Did duplicati backup everything?

driminicus · September 12, 2017, 11:00am

I just installed duplicati (using the linuxserver.io docker on debian stretch) and have one source folder of about 75 GB worth of data.

I ran the backup and pointed it to a webdav server using GPG encryption. This seemed to have worked fine, I got no error messages (and the tests I ran before actually backing up the folder worked well and I verified that everything was there).

However: on the remote folder only about 38 GB worth of data is used. This is also shown by duplicati; it says:

Source:
75.38 GB
Backup:
38.30 GB / 3 Versions

The folder consists for a large part of jpg image files (and a couple of GB worth of avi files), at least more than the 38 GB backed up, so I assume the discrepancy in space used is not because it is compressed that much.

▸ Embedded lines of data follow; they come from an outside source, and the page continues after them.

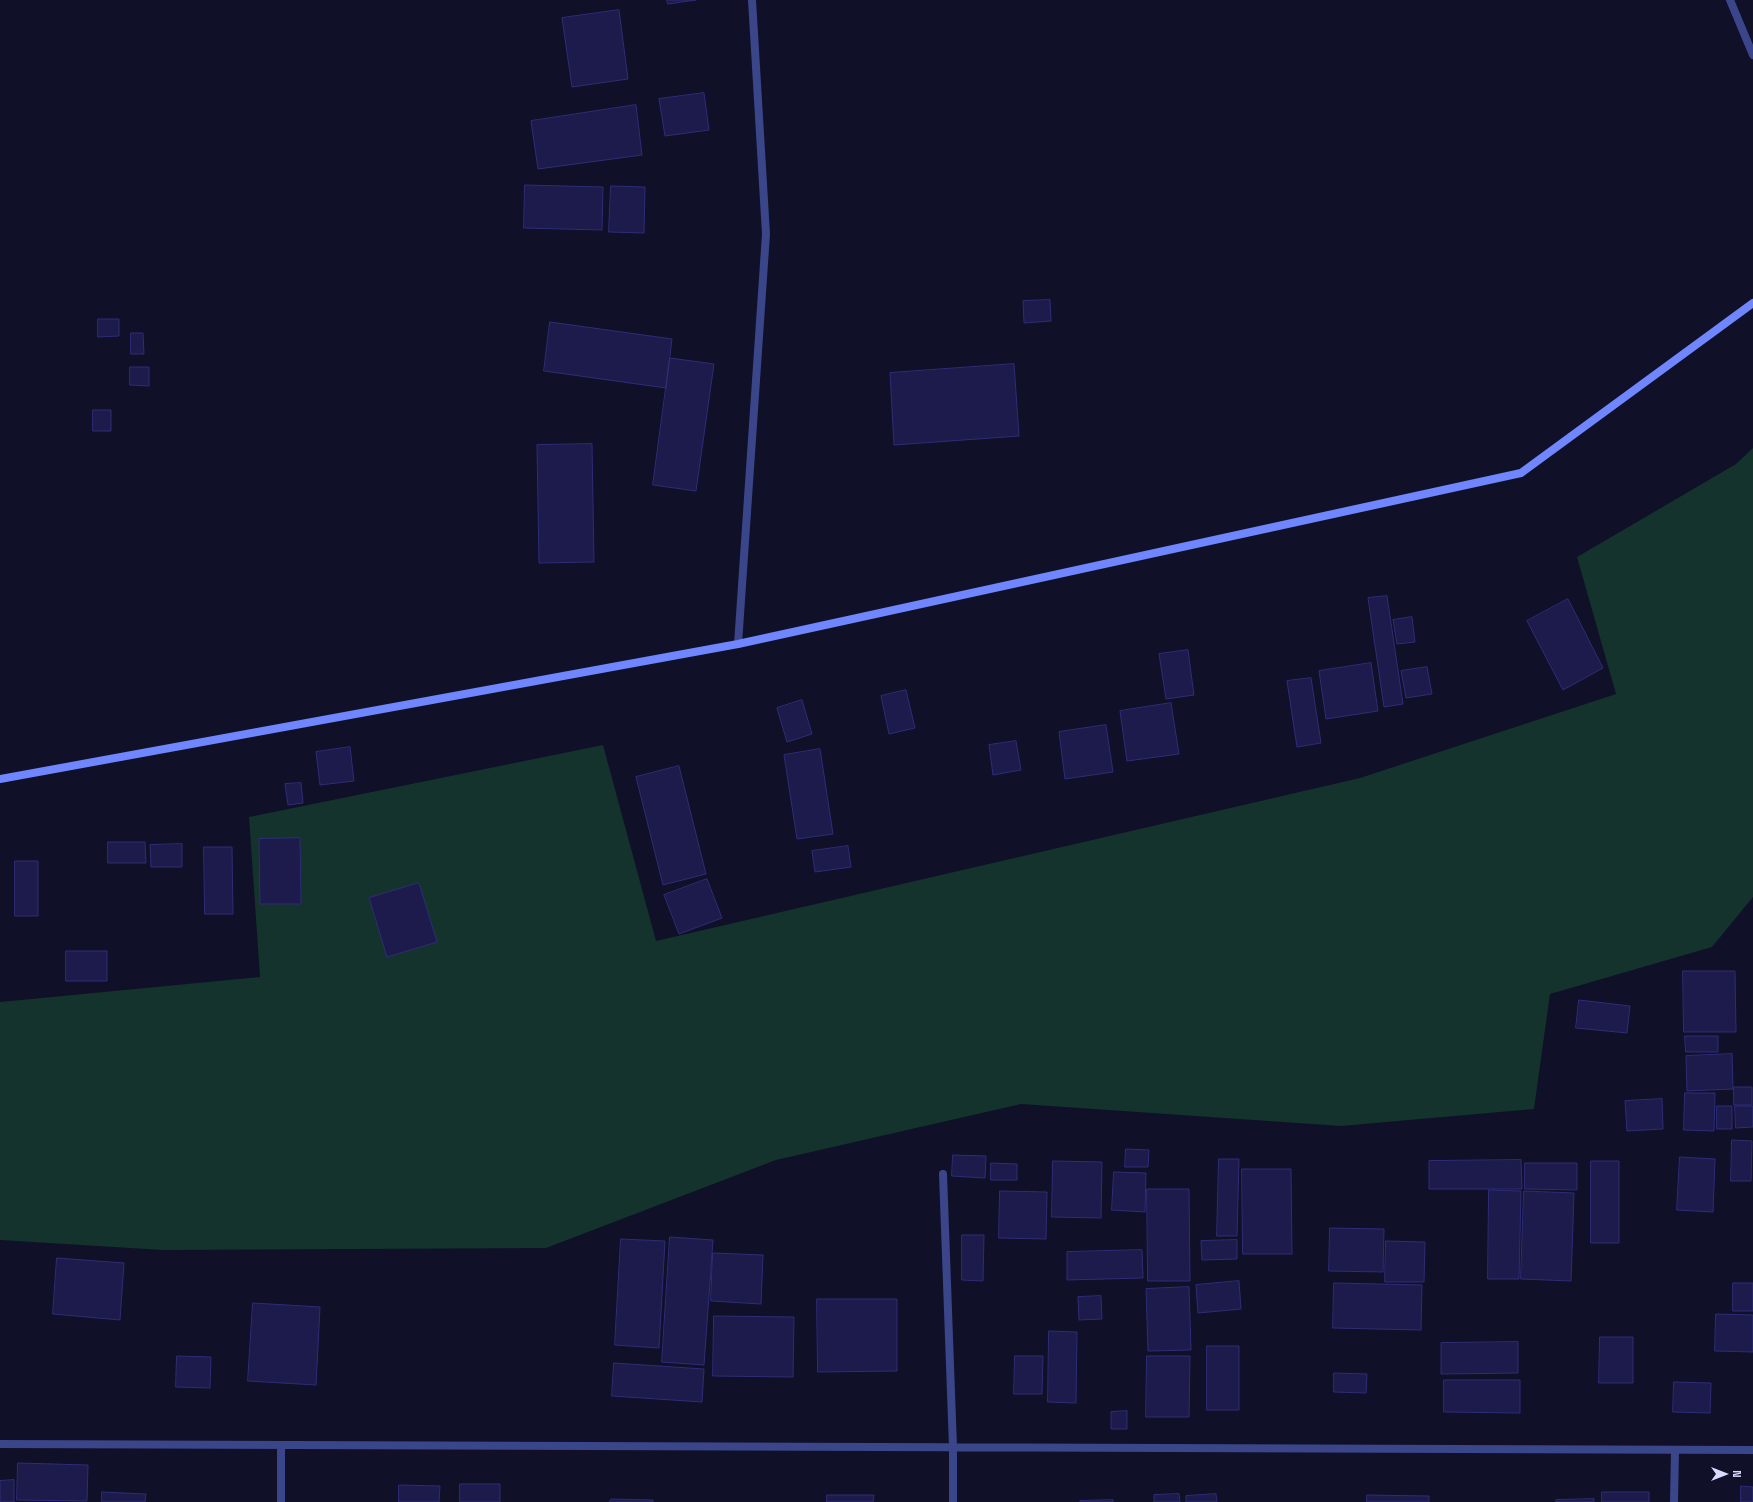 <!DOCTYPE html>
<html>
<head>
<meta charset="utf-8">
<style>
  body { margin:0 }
  #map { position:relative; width:1753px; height:1502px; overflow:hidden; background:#101029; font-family:"Space Grotesk",sans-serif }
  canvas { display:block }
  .north { position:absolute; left:1705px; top:1454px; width:40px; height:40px; -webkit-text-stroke:3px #101029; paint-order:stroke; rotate:90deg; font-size:11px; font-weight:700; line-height:16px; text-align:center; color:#d8dbff }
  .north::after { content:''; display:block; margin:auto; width:14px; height:18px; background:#d8dbff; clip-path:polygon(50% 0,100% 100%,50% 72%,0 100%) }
</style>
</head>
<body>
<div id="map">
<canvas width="1753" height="1502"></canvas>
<div class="north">N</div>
</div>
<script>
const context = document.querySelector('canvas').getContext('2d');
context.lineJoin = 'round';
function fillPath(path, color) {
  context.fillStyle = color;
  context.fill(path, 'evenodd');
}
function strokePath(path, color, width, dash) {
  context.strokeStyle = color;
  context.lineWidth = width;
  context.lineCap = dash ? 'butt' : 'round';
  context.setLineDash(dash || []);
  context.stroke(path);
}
fillPath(new Path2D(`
  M 1753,448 L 1753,897 L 1712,947 L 1550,994 L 1534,1109 L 1341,1126 L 1021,1104 L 776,1160 L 546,1248 L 163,1250 L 0,1240 L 0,1002 L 260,977 L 249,817 L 603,745 L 656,941 L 1360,778 L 1616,694 L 1577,557 L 1736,464 Z`), '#13332c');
const building = new Path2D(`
  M 667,0 L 696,0 L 668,4 Z
  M 619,10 L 628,79 L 572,87 L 562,18 Z
  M 704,93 L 709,130 L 665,136 L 659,99 Z
  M 636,105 L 642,155 L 538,169 L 531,121 Z
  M 525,185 L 603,187 L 602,230 L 524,228 Z
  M 611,186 L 645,187 L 644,233 L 609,232 Z
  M 1050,300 L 1051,321 L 1024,323 L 1023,301 Z
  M 98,319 L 119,319 L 119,336 L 98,337 Z
  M 550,322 L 672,339 L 666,388 L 544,371 Z
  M 131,333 L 143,333 L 144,354 L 131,354 Z
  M 670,358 L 714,364 L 696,491 L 653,485 Z
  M 1014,364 L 1019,436 L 894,445 L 890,373 Z
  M 130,367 L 149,367 L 149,386 L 130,385 Z
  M 93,410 L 111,410 L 111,431 L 93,431 Z
  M 592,444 L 594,562 L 539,563 L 537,445 Z
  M 1387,596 L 1403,704 L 1384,707 L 1368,598 Z
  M 1568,599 L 1603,668 L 1563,690 L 1527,621 Z
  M 1412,617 L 1415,642 L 1397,644 L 1393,620 Z
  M 1188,650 L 1194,695 L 1166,699 L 1159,654 Z
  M 1371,663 L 1378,711 L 1326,719 L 1319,671 Z
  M 1427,667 L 1432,694 L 1406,698 L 1401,671 Z
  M 1311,678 L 1321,743 L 1297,747 L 1287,681 Z
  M 906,690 L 915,728 L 889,734 L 881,696 Z
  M 802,700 L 812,734 L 787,742 L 777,708 Z
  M 1171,703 L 1179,754 L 1127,761 L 1120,711 Z
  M 1106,725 L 1113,772 L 1065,779 L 1059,732 Z
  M 1016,741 L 1021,770 L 993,775 L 989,745 Z
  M 350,747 L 354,781 L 320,785 L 316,752 Z
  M 820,749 L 833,834 L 797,839 L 784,755 Z
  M 679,766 L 706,874 L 663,885 L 636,777 Z
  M 301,783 L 303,803 L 288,805 L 285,784 Z
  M 300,838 L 301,904 L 260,904 L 259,839 Z
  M 108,842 L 145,842 L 146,863 L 108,863 Z
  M 182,844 L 182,867 L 151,867 L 150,845 Z
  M 848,846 L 851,867 L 815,872 L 812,851 Z
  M 204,847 L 232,847 L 233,914 L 205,914 Z
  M 15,861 L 38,861 L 38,916 L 15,916 Z
  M 707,879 L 722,918 L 679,934 L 664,895 Z
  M 419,883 L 437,942 L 387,957 L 369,898 Z
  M 66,951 L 107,951 L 107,981 L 66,981 Z
  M 1683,971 L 1735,971 L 1736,1032 L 1684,1032 Z
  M 1579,1000 L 1630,1006 L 1627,1033 L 1576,1028 Z
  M 1685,1036 L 1718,1036 L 1718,1052 L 1686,1052 Z
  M 1732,1054 L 1733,1089 L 1687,1091 L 1686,1056 Z
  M 1734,1087 L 1752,1087 L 1752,1105 L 1734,1105 Z
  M 1685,1093 L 1715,1093 L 1714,1131 L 1684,1130 Z
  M 1662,1099 L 1663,1129 L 1627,1131 L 1625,1101 Z
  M 1717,1106 L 1732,1106 L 1732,1129 L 1717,1129 Z
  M 1735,1106 L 1753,1106 L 1753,1127 L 1736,1128 Z
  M 1732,1140 L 1752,1141 L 1751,1181 L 1731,1181 Z
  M 1126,1149 L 1149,1150 L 1148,1167 L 1125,1167 Z
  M 953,1155 L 986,1156 L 985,1178 L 952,1176 Z
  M 1680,1157 L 1715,1159 L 1713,1212 L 1677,1210 Z
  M 1219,1159 L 1239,1159 L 1237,1236 L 1217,1236 Z
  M 1521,1160 L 1522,1189 L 1429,1189 L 1429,1161 Z
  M 1053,1161 L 1102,1162 L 1101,1218 L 1052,1217 Z
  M 1591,1161 L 1619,1161 L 1619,1243 L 1591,1243 Z
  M 991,1163 L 1017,1164 L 1017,1180 L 991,1180 Z
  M 1525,1163 L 1577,1163 L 1577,1190 L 1525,1189 Z
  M 1242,1169 L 1291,1169 L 1292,1254 L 1243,1254 Z
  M 1114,1172 L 1146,1173 L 1145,1212 L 1112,1210 Z
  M 1147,1189 L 1189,1189 L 1190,1281 L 1148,1281 Z
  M 1489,1190 L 1521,1191 L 1519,1279 L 1488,1279 Z
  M 1000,1191 L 1047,1192 L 1046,1239 L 999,1238 Z
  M 1524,1191 L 1574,1193 L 1571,1281 L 1521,1279 Z
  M 1330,1228 L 1384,1229 L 1383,1272 L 1329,1271 Z
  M 962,1235 L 984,1235 L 983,1281 L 962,1280 Z
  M 670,1237 L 713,1240 L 704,1365 L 662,1362 Z
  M 621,1239 L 665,1241 L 659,1348 L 615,1345 Z
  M 1237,1240 L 1237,1259 L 1202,1260 L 1201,1241 Z
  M 1386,1241 L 1425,1242 L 1424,1282 L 1385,1282 Z
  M 1142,1250 L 1143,1278 L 1067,1280 L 1067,1252 Z
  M 713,1253 L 763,1255 L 761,1304 L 711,1301 Z
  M 57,1258 L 124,1263 L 120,1320 L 53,1314 Z
  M 1239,1281 L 1241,1309 L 1198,1313 L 1196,1285 Z
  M 1334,1283 L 1422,1285 L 1421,1330 L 1333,1328 Z
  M 1733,1283 L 1753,1283 L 1753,1311 L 1733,1311 Z
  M 1189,1287 L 1191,1350 L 1148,1351 L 1146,1289 Z
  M 1101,1296 L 1102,1319 L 1079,1320 L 1078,1297 Z
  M 817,1299 L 897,1299 L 897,1371 L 818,1372 Z
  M 253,1303 L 320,1307 L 316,1385 L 248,1381 Z
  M 1716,1314 L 1753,1315 L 1753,1352 L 1715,1351 Z
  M 714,1316 L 794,1317 L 793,1377 L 713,1376 Z
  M 1049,1331 L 1077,1332 L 1076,1403 L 1048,1402 Z
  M 1600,1337 L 1633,1337 L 1633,1383 L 1599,1383 Z
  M 1518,1342 L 1518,1373 L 1441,1374 L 1441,1343 Z
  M 1207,1346 L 1239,1346 L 1239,1410 L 1207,1410 Z
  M 177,1356 L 211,1357 L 210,1388 L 176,1387 Z
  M 1015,1356 L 1043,1356 L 1042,1394 L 1014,1394 Z
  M 1147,1356 L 1190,1356 L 1189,1417 L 1146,1417 Z
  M 614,1363 L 704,1369 L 702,1402 L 612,1396 Z
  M 1334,1373 L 1367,1374 L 1366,1393 L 1334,1392 Z
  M 1444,1380 L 1520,1380 L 1520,1413 L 1444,1412 Z
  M 1674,1382 L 1711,1383 L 1710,1413 L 1673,1412 Z
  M 1127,1411 L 1127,1429 L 1111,1429 L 1111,1412 Z
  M 18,1463 L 88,1465 L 87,1501 L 17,1500 Z
  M 14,1480 L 14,1502 L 0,1502 L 0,1481 Z
  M 460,1484 L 500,1484 L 500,1502 L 460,1502 Z
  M 399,1485 L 440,1486 L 439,1502 L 399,1502 Z
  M 1741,1486 L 1753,1487 L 1753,1502 L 1741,1502 Z
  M 102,1492 L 146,1494 L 145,1502 L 102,1502 Z
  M 1602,1492 L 1649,1492 L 1649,1502 L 1602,1502 Z
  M 1179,1494 L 1180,1502 L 1154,1502 L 1154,1495 Z
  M 1216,1494 L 1217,1502 L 1186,1502 L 1186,1496 Z
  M 827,1495 L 874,1495 L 873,1502 L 827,1502 Z
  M 1367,1495 L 1429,1496 L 1429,1502 L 1367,1502 Z
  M 611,1499 L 653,1500 L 653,1502 L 610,1502 Z
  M 1594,1499 L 1594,1502 L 1556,1502 L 1556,1500 Z
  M 1113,1500 L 1113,1502 L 1080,1502 L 1080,1501 Z`);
fillPath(building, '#1c1b4b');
strokePath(building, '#2e2d77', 1);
strokePath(new Path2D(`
  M 1730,0 L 1753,55
  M 738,644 L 766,234 L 752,0
  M 943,1174 L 953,1447 L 953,1502
  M 0,1444 L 1753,1450
  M 281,1445 L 281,1502
  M 1674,1502 L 1675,1450`), '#3a4689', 8);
strokePath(new Path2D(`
  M 0,779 L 738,644 L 1521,473 L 1753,303`), '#6f86ff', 8);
</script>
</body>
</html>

All files and folders in the folder are owned by the same user that runs duplicati, so it should have access to all files and folders (and if not that should give an error in the logs).

How do I figure out what happened?

Oh, and before I forget: thanks for all the hard work on this project. It’s really cool!

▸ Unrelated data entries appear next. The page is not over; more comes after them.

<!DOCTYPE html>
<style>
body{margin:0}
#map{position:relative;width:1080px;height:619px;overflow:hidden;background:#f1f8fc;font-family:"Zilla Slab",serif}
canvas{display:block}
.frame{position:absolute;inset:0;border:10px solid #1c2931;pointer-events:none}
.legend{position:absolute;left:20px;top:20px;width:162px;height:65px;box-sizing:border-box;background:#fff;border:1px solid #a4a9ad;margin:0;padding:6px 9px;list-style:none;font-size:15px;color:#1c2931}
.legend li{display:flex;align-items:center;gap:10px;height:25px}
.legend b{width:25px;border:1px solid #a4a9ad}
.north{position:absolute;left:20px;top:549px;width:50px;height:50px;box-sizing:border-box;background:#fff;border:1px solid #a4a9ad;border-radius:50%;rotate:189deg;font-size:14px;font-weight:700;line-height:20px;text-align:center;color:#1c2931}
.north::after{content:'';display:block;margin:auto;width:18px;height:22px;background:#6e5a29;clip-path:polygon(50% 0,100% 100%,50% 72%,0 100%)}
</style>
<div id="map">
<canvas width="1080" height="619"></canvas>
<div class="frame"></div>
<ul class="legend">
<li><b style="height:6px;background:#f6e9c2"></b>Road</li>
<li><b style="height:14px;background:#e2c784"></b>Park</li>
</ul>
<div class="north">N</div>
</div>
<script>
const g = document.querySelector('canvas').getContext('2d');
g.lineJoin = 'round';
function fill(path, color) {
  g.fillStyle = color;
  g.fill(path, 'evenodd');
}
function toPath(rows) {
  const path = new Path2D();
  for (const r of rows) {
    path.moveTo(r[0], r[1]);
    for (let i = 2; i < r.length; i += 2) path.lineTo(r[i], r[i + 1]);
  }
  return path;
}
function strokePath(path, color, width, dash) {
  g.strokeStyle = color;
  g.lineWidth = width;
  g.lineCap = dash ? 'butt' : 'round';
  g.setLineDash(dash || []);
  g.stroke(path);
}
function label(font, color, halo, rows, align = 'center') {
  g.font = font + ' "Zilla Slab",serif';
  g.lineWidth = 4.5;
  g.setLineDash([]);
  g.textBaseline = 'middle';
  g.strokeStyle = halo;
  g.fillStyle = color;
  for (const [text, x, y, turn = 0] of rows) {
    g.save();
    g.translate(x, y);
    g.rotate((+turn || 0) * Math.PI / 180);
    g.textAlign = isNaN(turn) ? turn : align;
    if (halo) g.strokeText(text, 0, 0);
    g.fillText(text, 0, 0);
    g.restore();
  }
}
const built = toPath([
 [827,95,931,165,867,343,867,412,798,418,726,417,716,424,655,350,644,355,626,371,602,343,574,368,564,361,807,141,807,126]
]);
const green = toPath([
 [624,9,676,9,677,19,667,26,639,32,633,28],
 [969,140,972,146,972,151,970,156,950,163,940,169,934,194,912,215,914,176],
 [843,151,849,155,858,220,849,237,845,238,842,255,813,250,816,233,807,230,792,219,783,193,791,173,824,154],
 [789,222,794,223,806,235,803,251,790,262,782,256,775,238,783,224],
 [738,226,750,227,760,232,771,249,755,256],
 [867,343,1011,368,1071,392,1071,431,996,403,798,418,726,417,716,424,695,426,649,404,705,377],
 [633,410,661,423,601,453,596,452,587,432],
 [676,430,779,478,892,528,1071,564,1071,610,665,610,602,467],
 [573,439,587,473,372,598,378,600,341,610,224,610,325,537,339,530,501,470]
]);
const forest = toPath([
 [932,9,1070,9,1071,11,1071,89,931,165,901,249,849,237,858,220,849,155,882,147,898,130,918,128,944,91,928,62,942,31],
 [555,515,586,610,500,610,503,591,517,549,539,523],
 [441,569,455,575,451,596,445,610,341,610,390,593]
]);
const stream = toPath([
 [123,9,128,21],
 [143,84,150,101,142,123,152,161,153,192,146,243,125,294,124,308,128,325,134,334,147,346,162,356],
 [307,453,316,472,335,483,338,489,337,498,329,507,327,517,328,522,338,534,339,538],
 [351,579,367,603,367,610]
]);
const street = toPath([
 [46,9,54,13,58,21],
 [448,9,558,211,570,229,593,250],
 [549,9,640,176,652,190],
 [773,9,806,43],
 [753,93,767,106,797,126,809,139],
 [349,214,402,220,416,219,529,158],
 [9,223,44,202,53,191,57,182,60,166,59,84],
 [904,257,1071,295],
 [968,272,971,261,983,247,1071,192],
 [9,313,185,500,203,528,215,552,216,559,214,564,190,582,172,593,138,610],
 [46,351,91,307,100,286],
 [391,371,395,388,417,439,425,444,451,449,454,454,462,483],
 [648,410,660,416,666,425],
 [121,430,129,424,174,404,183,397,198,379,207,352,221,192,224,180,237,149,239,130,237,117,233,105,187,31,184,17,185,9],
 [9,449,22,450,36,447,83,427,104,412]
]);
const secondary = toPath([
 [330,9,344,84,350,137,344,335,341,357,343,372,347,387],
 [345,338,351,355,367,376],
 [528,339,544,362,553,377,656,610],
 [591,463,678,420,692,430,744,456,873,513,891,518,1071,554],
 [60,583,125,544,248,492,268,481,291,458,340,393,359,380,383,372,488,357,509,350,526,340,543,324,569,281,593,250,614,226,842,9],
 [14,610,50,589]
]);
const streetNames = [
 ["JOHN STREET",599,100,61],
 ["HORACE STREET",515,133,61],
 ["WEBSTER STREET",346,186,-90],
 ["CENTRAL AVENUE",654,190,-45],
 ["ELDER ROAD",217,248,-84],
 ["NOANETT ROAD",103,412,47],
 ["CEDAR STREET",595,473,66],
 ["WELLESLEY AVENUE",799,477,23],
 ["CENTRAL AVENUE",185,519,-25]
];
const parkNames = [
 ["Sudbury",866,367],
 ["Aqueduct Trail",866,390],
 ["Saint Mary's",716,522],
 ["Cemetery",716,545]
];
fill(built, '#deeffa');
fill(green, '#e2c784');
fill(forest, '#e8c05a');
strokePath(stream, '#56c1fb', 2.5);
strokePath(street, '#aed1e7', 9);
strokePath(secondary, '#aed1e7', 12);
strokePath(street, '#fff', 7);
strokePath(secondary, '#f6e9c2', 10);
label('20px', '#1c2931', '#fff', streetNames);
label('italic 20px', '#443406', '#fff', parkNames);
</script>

kenkendk · September 12, 2017, 11:09am

This indicates that it has indeed processed 75 GB of data, and somehow compressed it to 38 GB. This could happen if some of the files are identical as they will then be stored only once.

If you are using the WebUI, you should go the the “Restore” menu, and check that all files are found. I also recommend trying to restore a few, such that you are confident that they are in fact present. You can also have a look at the log, which should contain a summary of the last backup, and see if there were any files that were skipped due to errors.

If you are using the commandline, you can use the “list” and “restore” commands to see what files are in the backup and do a test restore.

Thanks!

driminicus · September 12, 2017, 11:24am

Oh, this is the solution! I somehow duplicated a big folder, that would explain. Thanks!

tophee · September 12, 2017, 9:55pm

Hm, I’m not sure I like to hear this advice from the lead developer of my backup solution… I suppose you’re saying this because we’re still in beta?

JonMikelV · September 12, 2017, 10:07pm

Beta or not any backup solution is only as good as it’s restorability! I figure one should ALWAYS be doing test restores from time-to-time.

Personally, when working with a new backup tool (or destination) I like to do a full backup, let a few versions get recorded then do a full restore to an external drive and use Beyond Compare (or similar tool) to do a binary comparison of everything restored.

Sure it can take a long time, but as long as you’re not hitting any bandwidth limits it’s not like you have to sit there and watch the progress bar the whole time. Well, unless that’s something you’re into, I guess…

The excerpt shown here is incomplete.